Exercise requirements: The data below should be retyped exactly, with the pictures left out.

Supplied material below:

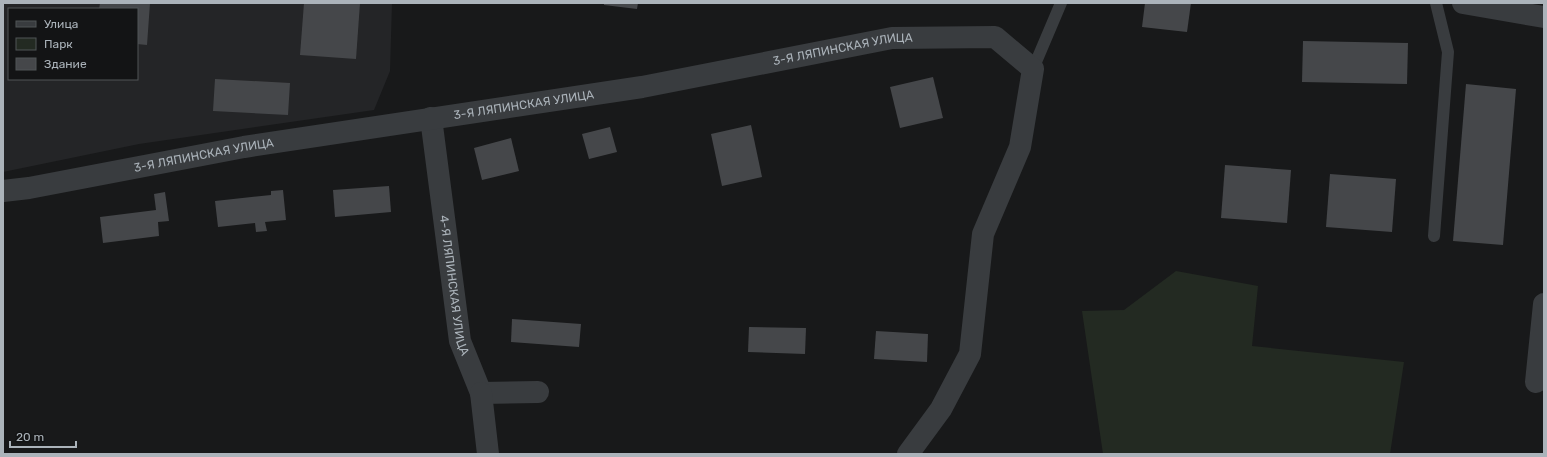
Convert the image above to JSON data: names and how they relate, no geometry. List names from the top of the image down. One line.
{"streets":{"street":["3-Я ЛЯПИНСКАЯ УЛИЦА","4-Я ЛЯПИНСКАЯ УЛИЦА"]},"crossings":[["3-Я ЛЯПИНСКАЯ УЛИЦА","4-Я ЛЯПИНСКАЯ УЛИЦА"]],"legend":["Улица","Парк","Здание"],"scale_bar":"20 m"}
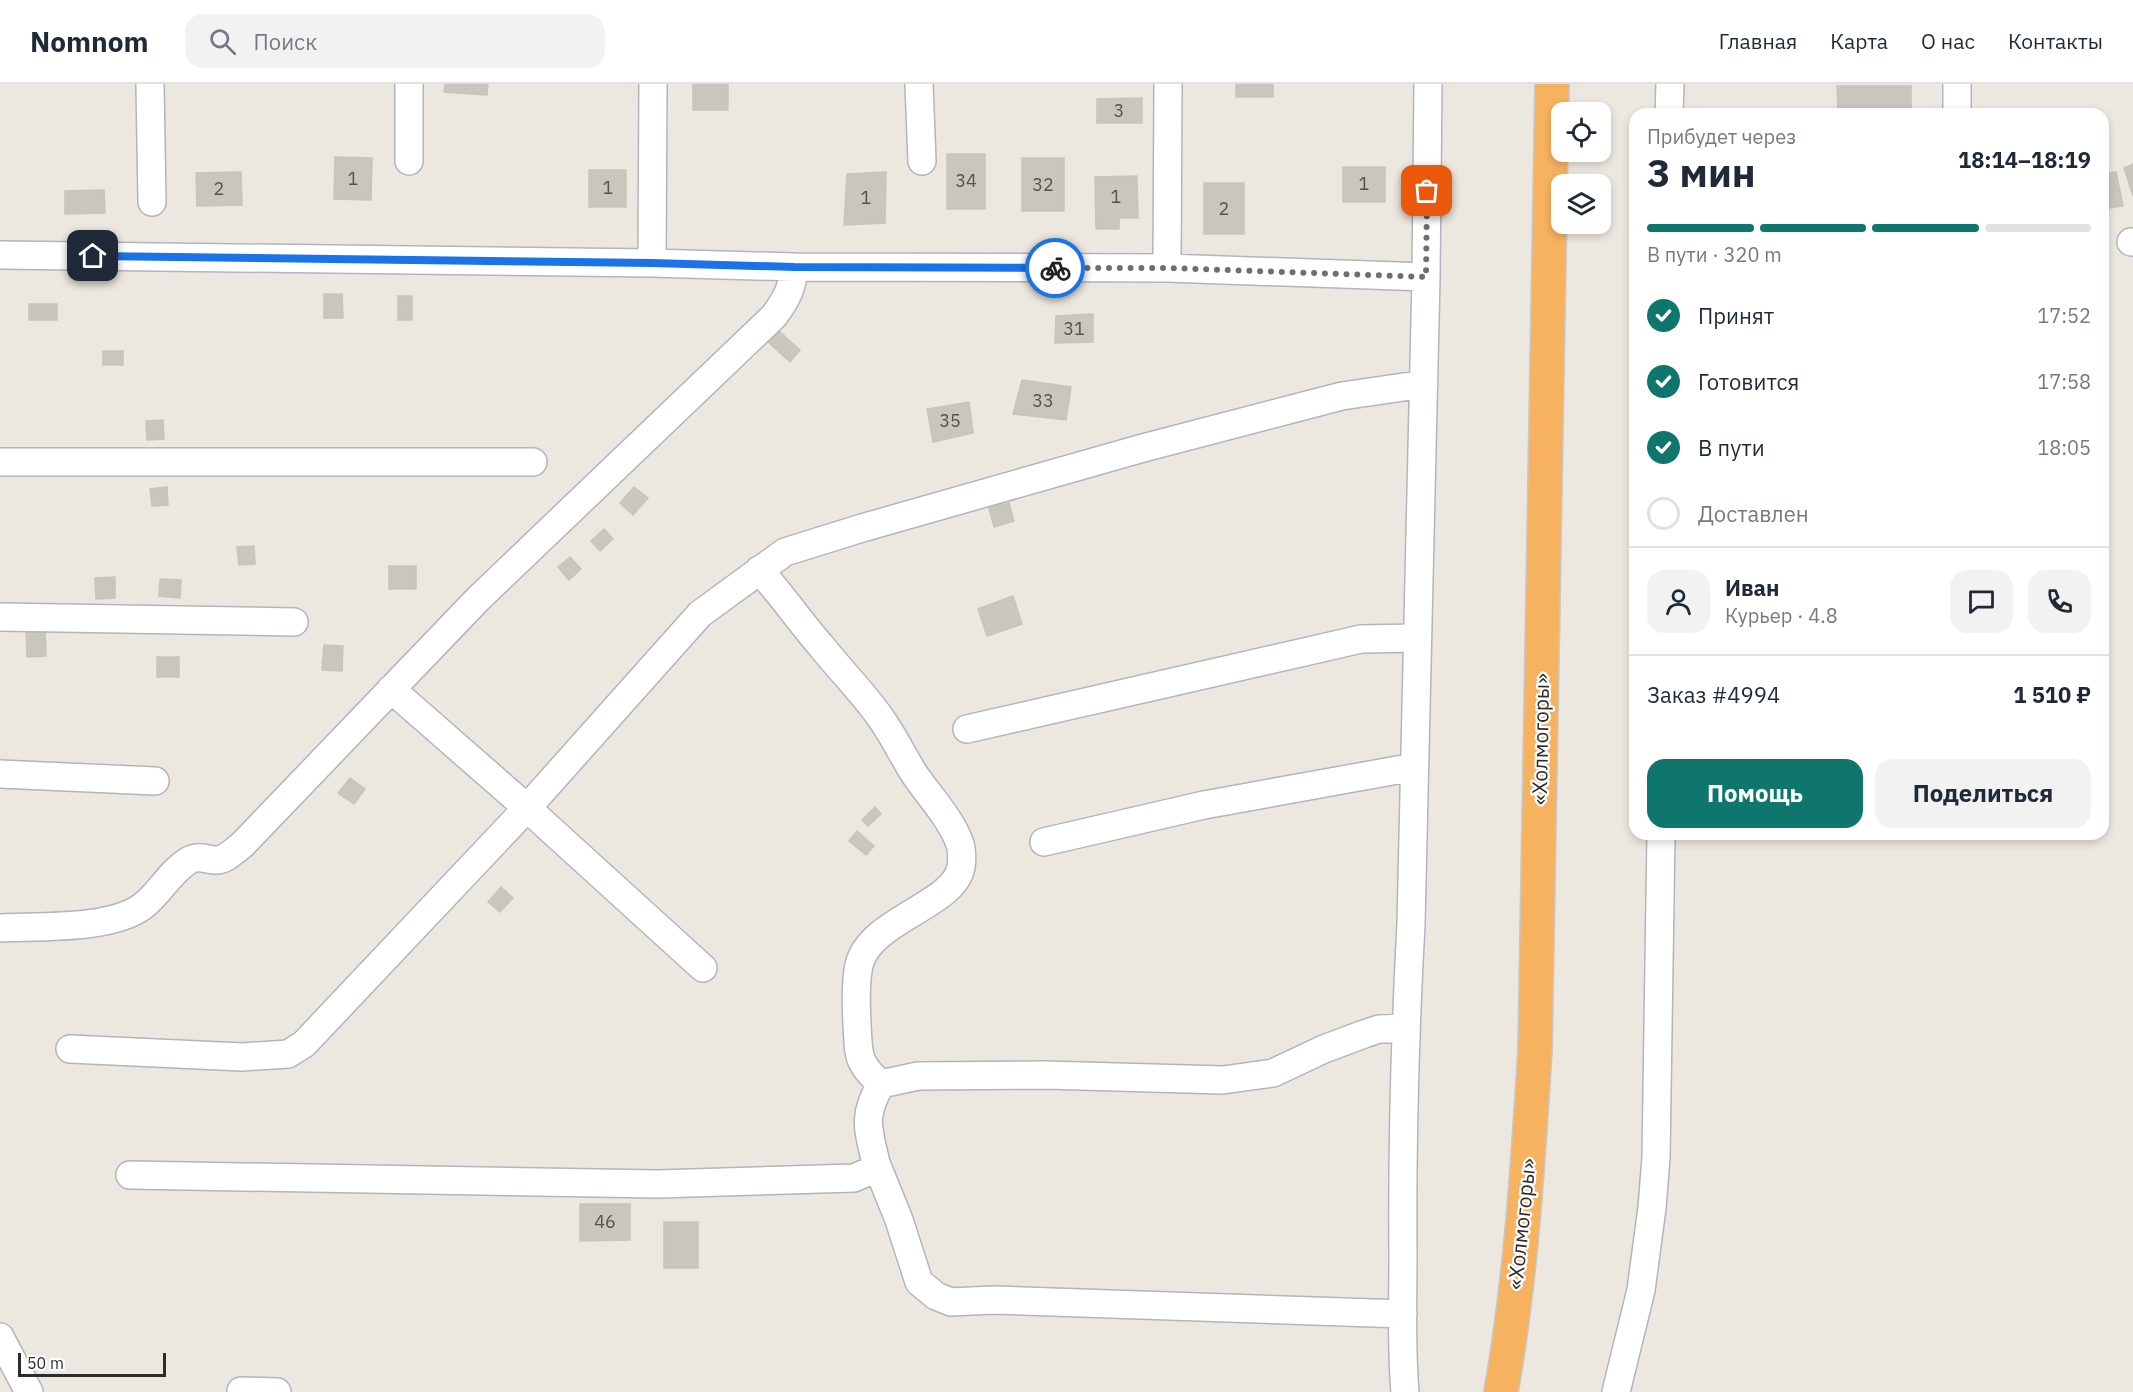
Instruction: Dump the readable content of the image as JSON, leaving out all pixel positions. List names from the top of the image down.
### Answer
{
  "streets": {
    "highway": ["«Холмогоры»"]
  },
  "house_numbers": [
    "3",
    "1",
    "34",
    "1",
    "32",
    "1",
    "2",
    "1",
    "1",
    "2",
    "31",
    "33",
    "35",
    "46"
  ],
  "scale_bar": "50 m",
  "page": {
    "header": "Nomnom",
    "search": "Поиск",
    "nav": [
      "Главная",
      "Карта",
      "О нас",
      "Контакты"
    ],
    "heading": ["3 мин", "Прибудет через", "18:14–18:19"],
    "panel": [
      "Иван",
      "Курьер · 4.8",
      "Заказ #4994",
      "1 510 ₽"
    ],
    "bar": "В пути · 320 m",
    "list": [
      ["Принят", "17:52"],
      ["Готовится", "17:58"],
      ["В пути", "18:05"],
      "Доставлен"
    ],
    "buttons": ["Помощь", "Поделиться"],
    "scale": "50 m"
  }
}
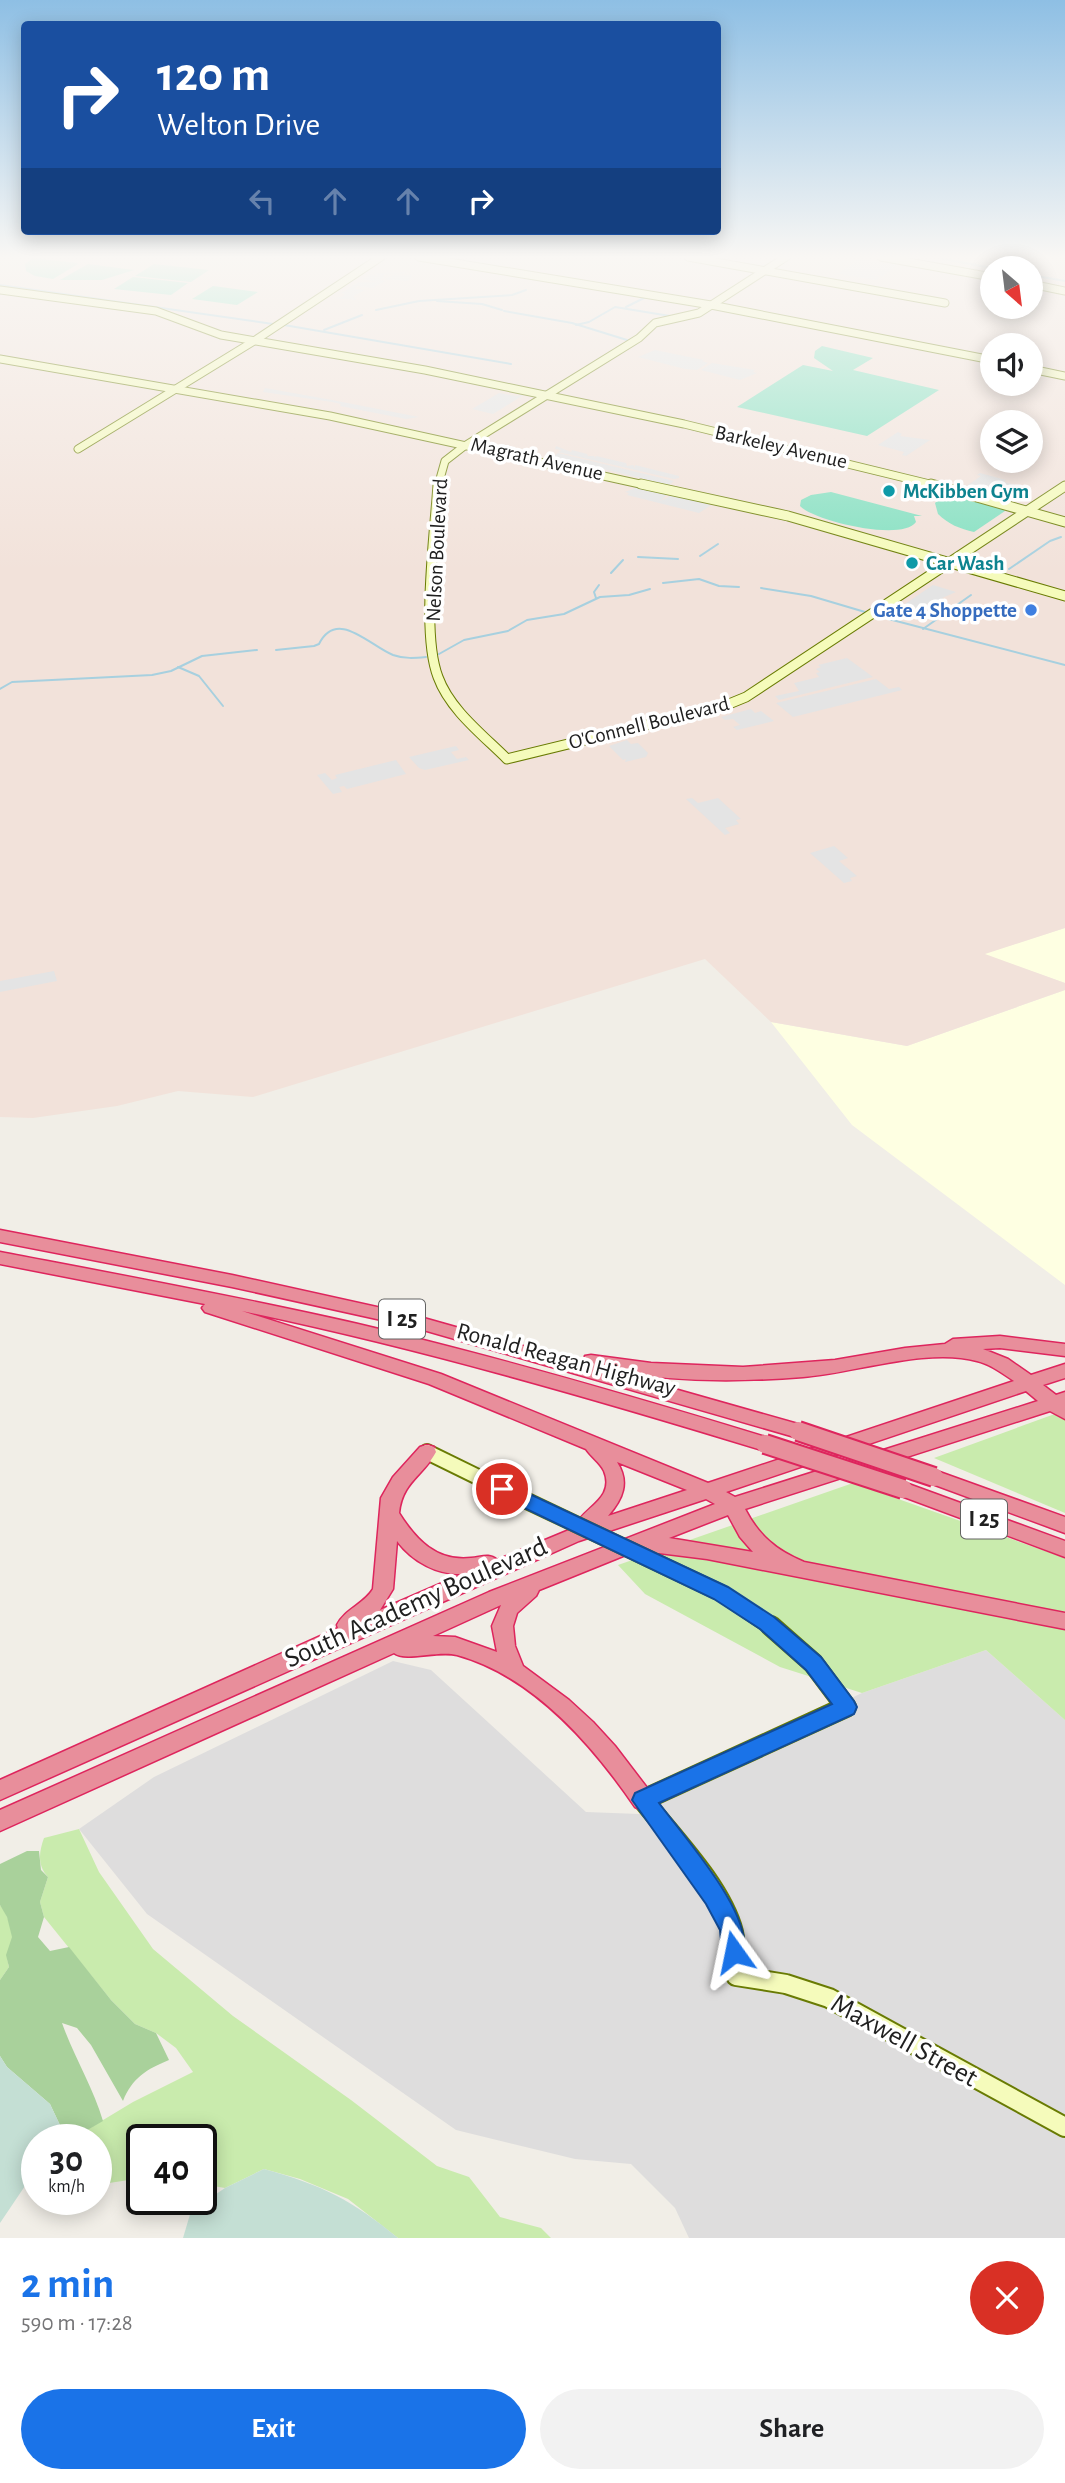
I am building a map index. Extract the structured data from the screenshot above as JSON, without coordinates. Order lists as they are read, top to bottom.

End of Supplied material.

Task response:
Convert the image above to JSON data: names and how they relate, no geometry. List names from the top of the image down. One line.
{"streets":{"street":["3-Я ЛЯПИНСКАЯ УЛИЦА","4-Я ЛЯПИНСКАЯ УЛИЦА"]},"crossings":[["3-Я ЛЯПИНСКАЯ УЛИЦА","4-Я ЛЯПИНСКАЯ УЛИЦА"]],"legend":["Улица","Парк","Здание"],"scale_bar":"20 m"}
Instruction: Dump the readable content of the image as JSON, leaving out all pixel positions. List names from the top of the image down.
### Answer
{
  "streets": {
    "highway": ["«Холмогоры»"]
  },
  "house_numbers": [
    "3",
    "1",
    "34",
    "1",
    "32",
    "1",
    "2",
    "1",
    "1",
    "2",
    "31",
    "33",
    "35",
    "46"
  ],
  "scale_bar": "50 m",
  "page": {
    "header": "Nomnom",
    "search": "Поиск",
    "nav": [
      "Главная",
      "Карта",
      "О нас",
      "Контакты"
    ],
    "heading": ["3 мин", "Прибудет через", "18:14–18:19"],
    "panel": [
      "Иван",
      "Курьер · 4.8",
      "Заказ #4994",
      "1 510 ₽"
    ],
    "bar": "В пути · 320 m",
    "list": [
      ["Принят", "17:52"],
      ["Готовится", "17:58"],
      ["В пути", "18:05"],
      "Доставлен"
    ],
    "buttons": ["Помощь", "Поделиться"],
    "scale": "50 m"
  }
}
I am building a map index. Extract the structured data from the screenshot above as JSON, without coordinates. Order lists as they are read, top to bottom.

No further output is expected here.